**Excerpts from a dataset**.
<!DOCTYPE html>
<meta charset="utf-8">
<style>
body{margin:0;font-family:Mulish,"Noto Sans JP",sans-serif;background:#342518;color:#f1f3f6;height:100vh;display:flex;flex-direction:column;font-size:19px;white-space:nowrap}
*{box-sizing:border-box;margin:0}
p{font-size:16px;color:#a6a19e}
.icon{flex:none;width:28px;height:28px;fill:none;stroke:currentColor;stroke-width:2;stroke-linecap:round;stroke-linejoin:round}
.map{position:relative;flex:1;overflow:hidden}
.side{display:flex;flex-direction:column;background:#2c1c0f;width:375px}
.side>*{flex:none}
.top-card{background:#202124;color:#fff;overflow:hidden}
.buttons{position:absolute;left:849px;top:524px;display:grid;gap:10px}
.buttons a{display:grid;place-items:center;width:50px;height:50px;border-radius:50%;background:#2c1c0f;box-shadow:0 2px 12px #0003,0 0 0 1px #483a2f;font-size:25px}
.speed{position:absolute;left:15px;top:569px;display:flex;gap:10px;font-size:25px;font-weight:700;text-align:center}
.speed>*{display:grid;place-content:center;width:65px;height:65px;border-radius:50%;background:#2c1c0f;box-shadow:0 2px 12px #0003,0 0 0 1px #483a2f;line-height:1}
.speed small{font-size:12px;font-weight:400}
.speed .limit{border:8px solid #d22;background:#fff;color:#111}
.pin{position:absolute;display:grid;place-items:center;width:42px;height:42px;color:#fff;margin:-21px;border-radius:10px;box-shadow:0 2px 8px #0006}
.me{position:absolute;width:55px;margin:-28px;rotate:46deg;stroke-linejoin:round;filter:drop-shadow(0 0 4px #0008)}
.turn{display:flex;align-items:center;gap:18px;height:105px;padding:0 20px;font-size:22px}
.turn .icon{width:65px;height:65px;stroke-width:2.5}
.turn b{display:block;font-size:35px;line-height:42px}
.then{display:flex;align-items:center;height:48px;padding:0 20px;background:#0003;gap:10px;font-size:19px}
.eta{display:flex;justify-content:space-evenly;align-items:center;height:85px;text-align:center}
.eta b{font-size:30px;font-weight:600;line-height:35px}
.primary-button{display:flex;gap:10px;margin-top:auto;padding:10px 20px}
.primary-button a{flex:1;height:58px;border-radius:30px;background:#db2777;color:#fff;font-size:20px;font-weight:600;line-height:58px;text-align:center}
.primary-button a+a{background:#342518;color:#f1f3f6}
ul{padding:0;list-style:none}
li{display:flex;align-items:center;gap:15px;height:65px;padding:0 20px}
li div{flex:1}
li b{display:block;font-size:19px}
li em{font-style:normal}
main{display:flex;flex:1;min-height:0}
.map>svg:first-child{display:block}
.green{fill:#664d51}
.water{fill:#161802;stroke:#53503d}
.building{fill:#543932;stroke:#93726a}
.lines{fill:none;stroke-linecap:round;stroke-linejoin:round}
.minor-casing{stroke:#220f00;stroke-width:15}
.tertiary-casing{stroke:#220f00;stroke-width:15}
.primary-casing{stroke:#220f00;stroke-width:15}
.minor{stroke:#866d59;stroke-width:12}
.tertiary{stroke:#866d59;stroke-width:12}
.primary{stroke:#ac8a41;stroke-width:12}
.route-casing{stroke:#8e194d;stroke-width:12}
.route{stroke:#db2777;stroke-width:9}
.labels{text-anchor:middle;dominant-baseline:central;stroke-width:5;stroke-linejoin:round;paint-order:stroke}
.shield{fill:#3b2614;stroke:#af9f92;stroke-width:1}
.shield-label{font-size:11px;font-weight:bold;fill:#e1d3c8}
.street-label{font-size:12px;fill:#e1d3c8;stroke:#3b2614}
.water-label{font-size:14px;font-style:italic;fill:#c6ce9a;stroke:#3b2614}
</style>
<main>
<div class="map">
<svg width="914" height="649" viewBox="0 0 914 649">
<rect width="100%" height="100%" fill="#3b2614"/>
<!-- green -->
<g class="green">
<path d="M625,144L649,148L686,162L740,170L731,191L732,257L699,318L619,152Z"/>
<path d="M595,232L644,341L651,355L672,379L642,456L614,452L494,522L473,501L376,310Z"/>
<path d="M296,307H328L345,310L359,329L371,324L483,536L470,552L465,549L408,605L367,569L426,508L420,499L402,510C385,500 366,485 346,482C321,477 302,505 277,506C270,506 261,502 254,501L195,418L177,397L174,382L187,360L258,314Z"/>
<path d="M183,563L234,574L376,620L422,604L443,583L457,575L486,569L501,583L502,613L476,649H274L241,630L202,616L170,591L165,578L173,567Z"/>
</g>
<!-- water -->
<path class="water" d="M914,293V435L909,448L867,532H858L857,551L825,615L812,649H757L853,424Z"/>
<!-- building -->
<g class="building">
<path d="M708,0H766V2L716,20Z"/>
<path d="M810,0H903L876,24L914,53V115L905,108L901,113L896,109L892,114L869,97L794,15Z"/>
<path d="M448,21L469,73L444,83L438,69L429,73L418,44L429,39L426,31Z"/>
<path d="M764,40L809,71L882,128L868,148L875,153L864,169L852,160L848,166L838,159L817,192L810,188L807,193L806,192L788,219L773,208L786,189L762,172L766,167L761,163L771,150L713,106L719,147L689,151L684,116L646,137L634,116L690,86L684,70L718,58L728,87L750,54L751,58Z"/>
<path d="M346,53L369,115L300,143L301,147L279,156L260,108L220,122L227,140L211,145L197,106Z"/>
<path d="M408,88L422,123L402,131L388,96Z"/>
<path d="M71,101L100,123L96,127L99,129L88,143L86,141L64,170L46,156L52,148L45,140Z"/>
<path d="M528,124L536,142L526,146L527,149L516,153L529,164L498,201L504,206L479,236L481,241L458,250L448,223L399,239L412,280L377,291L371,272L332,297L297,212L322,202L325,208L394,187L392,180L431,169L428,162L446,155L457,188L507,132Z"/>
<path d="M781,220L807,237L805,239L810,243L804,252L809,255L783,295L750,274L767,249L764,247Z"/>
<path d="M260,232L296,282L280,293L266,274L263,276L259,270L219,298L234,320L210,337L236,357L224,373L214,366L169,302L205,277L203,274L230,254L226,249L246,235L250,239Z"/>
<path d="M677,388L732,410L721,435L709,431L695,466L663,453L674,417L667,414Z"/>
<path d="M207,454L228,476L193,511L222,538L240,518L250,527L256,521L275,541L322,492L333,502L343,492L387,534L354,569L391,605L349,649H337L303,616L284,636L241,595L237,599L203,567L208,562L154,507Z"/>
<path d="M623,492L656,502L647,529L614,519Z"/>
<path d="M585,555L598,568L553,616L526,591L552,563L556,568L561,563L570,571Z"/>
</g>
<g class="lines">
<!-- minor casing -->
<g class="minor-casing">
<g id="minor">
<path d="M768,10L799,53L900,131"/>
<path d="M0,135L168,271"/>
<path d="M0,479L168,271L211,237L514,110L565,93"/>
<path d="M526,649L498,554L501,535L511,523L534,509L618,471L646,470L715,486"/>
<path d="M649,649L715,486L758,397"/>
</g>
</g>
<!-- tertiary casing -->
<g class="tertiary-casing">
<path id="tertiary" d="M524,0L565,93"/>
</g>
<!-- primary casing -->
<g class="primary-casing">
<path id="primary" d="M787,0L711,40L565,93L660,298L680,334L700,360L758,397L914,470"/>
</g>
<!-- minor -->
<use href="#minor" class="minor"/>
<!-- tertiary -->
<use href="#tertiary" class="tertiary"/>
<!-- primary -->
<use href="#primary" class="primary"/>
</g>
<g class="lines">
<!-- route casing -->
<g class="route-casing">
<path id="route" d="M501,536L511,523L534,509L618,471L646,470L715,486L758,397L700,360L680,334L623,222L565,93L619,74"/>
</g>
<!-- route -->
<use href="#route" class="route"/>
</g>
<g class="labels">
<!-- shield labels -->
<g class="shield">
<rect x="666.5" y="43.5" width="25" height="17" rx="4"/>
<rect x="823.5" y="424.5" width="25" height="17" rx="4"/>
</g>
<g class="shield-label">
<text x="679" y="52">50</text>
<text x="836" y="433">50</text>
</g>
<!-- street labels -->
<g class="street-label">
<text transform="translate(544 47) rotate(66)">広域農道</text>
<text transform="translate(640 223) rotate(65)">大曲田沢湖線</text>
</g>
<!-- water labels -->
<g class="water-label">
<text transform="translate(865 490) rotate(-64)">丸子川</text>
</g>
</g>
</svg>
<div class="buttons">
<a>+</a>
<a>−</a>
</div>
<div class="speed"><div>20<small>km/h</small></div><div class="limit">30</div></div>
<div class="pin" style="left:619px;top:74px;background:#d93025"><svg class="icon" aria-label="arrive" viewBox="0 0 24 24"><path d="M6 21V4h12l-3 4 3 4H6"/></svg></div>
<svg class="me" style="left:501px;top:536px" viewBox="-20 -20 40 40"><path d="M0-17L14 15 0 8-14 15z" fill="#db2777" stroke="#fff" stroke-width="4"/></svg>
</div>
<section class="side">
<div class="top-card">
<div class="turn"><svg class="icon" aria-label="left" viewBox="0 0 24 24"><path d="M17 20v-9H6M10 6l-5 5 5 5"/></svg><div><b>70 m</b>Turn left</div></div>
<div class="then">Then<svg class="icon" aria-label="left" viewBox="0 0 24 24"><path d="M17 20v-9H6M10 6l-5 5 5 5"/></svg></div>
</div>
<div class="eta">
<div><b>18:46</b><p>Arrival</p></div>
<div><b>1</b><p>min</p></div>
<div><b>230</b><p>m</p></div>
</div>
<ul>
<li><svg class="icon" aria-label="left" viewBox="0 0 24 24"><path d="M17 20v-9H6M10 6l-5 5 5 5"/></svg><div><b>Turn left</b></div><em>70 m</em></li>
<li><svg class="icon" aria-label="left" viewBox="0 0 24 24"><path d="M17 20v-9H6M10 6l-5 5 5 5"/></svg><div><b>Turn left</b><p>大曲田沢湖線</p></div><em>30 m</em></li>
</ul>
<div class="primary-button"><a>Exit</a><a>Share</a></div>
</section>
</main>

...

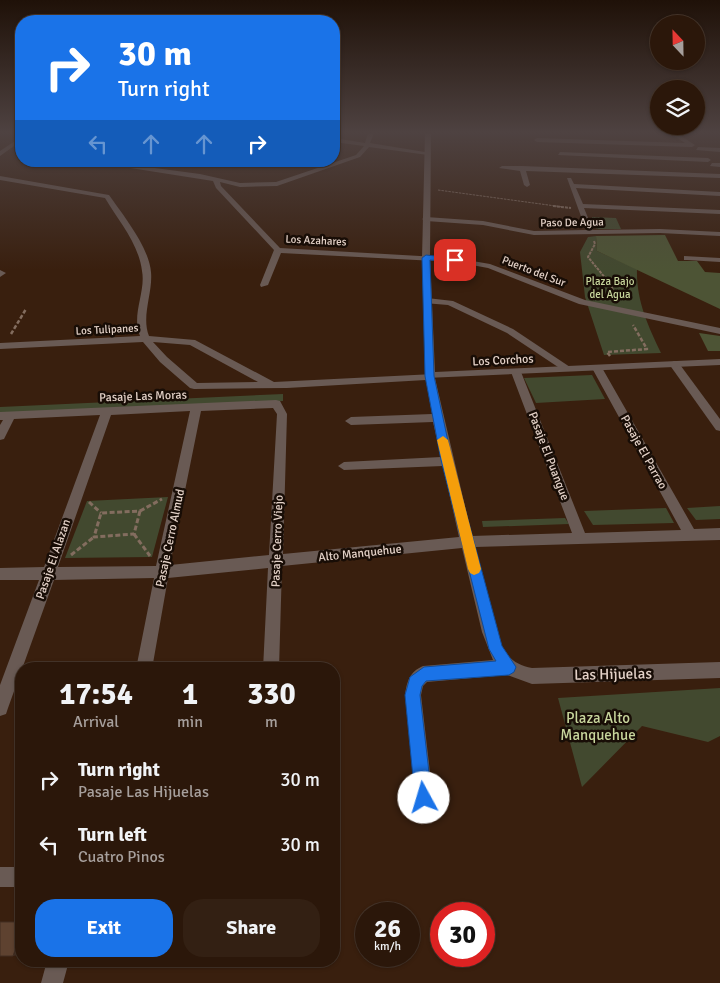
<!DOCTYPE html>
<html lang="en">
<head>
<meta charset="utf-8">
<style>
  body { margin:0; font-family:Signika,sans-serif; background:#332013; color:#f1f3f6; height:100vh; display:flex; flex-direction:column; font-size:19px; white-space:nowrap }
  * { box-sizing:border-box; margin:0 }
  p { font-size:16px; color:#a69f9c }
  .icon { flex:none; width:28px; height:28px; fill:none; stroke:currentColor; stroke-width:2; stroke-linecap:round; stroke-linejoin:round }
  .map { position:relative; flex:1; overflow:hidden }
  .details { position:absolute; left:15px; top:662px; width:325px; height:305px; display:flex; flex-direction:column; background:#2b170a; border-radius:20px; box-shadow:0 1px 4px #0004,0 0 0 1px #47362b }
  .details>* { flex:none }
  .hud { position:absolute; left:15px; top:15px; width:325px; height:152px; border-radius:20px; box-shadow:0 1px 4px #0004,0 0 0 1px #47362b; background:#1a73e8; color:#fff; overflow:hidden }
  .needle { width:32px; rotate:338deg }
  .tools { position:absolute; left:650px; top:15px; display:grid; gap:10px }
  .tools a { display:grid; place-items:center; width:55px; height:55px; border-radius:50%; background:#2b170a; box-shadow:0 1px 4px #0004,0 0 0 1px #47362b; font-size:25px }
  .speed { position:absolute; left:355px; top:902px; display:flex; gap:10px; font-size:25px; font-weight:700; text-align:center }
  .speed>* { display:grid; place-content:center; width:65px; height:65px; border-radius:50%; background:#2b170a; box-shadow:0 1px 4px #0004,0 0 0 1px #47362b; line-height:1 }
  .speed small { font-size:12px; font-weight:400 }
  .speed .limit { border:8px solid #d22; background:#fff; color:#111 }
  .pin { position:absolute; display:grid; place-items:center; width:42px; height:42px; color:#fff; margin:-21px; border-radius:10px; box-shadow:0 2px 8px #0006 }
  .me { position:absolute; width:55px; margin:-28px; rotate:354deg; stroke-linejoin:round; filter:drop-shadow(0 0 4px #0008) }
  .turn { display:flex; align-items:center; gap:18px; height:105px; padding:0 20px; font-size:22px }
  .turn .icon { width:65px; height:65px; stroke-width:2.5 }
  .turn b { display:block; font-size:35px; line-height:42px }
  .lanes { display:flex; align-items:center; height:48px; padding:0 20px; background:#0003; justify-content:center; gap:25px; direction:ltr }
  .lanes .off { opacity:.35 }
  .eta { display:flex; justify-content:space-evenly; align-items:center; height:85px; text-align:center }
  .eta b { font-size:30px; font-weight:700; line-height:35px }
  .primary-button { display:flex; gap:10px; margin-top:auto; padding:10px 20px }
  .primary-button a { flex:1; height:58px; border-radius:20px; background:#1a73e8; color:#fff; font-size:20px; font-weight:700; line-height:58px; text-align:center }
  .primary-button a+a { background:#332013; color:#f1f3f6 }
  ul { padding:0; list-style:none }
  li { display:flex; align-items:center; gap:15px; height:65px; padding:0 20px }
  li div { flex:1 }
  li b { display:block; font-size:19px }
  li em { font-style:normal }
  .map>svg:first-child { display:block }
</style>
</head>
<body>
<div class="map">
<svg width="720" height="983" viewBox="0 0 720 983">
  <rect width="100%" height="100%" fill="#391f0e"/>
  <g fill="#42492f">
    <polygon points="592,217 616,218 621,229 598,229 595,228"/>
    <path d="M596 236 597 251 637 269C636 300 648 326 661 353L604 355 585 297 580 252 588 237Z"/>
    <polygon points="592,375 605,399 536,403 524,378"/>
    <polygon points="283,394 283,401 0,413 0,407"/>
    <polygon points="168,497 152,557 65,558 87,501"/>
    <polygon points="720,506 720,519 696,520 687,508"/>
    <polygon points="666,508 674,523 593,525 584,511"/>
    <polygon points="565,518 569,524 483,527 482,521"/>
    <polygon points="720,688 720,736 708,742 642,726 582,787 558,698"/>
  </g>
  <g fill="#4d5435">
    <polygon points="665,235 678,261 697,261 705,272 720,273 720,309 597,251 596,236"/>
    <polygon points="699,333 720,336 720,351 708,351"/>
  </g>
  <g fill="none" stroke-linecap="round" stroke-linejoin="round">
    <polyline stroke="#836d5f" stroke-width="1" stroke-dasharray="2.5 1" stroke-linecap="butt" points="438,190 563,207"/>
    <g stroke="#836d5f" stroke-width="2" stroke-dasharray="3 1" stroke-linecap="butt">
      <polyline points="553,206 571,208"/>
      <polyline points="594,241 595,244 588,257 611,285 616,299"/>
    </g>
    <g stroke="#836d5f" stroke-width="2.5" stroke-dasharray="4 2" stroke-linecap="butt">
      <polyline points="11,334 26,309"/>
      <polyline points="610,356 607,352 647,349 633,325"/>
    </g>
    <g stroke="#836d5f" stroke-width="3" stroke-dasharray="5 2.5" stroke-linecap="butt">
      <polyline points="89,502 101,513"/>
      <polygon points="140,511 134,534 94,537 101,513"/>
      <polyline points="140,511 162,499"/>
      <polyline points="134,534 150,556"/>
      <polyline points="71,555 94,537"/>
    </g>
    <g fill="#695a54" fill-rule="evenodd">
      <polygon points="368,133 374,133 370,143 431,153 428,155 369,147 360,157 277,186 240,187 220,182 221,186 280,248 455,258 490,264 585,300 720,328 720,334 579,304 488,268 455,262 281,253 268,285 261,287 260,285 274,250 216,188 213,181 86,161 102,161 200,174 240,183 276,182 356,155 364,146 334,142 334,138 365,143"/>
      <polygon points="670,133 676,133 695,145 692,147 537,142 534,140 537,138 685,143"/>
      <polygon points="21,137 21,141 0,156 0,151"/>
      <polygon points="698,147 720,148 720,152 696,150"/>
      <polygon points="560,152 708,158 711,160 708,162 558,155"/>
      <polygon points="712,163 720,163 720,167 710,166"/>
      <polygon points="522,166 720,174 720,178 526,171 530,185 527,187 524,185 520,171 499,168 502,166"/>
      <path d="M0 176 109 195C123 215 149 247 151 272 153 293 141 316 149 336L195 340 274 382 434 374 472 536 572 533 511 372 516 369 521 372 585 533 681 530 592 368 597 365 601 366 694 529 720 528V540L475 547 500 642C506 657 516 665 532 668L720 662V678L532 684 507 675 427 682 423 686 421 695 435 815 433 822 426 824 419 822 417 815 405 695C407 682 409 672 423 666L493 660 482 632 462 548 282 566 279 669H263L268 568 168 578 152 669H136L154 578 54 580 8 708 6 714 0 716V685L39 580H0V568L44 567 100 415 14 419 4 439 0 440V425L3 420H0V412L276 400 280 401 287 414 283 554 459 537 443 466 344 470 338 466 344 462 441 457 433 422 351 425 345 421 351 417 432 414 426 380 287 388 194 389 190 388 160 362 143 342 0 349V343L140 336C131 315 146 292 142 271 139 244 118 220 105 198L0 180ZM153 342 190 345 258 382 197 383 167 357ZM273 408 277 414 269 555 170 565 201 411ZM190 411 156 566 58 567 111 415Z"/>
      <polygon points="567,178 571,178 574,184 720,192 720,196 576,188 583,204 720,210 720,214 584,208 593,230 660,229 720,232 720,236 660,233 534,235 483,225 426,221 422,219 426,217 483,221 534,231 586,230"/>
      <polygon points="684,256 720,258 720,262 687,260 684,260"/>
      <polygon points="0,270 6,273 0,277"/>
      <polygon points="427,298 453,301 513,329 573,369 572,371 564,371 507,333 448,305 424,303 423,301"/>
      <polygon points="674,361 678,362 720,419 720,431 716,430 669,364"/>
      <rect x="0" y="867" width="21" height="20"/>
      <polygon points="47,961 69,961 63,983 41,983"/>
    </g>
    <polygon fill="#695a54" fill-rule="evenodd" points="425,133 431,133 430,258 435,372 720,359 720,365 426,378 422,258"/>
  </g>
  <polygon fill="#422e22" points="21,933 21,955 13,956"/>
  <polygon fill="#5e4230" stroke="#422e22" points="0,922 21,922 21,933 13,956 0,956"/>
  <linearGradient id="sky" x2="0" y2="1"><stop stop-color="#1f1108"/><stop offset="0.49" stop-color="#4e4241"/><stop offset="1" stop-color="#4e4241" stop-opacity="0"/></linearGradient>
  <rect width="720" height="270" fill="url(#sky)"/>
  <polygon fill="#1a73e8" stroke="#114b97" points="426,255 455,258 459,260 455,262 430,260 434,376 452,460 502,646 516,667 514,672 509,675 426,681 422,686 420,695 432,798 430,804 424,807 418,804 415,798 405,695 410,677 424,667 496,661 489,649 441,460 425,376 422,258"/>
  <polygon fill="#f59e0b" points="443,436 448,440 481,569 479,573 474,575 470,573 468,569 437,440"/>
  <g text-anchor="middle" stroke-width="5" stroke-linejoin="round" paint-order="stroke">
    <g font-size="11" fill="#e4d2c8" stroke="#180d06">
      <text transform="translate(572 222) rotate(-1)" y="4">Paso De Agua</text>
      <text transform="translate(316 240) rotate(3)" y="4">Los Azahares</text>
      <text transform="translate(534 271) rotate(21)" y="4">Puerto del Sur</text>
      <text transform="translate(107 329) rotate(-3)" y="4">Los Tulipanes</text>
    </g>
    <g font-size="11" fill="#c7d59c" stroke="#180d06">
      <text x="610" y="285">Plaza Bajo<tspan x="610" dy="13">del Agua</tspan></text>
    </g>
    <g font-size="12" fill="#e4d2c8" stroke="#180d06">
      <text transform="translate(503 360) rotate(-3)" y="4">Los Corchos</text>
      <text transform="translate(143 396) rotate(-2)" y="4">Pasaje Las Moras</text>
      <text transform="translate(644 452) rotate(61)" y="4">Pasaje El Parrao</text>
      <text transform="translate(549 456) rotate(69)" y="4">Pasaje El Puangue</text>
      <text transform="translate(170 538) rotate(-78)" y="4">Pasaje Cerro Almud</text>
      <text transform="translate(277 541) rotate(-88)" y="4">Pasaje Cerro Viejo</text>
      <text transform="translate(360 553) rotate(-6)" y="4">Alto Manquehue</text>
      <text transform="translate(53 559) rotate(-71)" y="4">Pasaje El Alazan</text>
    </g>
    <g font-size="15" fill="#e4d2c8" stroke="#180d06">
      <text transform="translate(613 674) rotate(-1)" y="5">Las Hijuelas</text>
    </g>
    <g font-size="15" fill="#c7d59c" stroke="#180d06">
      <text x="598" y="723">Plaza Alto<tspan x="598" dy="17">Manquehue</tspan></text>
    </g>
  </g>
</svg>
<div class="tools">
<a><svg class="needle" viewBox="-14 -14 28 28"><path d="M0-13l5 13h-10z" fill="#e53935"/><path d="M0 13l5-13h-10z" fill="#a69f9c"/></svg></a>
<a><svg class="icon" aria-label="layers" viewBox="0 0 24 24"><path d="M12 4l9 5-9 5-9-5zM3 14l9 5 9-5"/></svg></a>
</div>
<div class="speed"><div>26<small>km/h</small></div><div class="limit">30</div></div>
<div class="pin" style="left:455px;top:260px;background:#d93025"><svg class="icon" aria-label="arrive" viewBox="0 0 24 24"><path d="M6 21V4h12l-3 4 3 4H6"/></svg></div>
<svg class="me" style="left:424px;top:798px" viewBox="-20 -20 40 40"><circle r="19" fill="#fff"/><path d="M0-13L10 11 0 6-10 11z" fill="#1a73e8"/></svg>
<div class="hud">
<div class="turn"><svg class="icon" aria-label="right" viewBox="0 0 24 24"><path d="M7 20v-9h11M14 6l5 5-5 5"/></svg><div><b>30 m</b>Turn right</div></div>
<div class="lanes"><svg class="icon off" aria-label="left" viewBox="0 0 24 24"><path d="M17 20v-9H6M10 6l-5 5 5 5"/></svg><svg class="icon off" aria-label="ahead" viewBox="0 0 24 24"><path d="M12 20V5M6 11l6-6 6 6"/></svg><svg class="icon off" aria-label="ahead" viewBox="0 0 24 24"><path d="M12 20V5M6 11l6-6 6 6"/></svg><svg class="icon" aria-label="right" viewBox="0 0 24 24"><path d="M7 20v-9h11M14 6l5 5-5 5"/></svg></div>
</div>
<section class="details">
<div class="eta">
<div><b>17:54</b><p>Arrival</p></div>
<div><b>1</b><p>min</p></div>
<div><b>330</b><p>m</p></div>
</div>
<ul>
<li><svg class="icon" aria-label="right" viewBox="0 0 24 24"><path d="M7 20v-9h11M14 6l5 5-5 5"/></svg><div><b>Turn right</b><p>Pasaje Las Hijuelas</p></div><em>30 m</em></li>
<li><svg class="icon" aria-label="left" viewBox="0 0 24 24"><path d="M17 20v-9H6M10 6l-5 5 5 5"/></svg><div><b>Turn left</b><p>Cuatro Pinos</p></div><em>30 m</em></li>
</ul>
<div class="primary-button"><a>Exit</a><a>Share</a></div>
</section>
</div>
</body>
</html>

**WHAT YOU WILL DO**. Copy the stretch of the records above that runs from the line with "display:grid; place-content:center; width:65px;" through the line with "display:flex; align-items:center; gap:18px;". Both end lines belong in the copy, and nothing else does.

**SOLUTION FOR THIS PROBLEM**.
  .speed>* { display:grid; place-content:center; width:65px; height:65px; border-radius:50%; background:#2b170a; box-shadow:0 1px 4px #0004,0 0 0 1px #47362b; line-height:1 }
  .speed small { font-size:12px; font-weight:400 }
  .speed .limit { border:8px solid #d22; background:#fff; color:#111 }
  .pin { position:absolute; display:grid; place-items:center; width:42px; height:42px; color:#fff; margin:-21px; border-radius:10px; box-shadow:0 2px 8px #0006 }
  .me { position:absolute; width:55px; margin:-28px; rotate:354deg; stroke-linejoin:round; filter:drop-shadow(0 0 4px #0008) }
  .turn { display:flex; align-items:center; gap:18px; height:105px; padding:0 20px; font-size:22px }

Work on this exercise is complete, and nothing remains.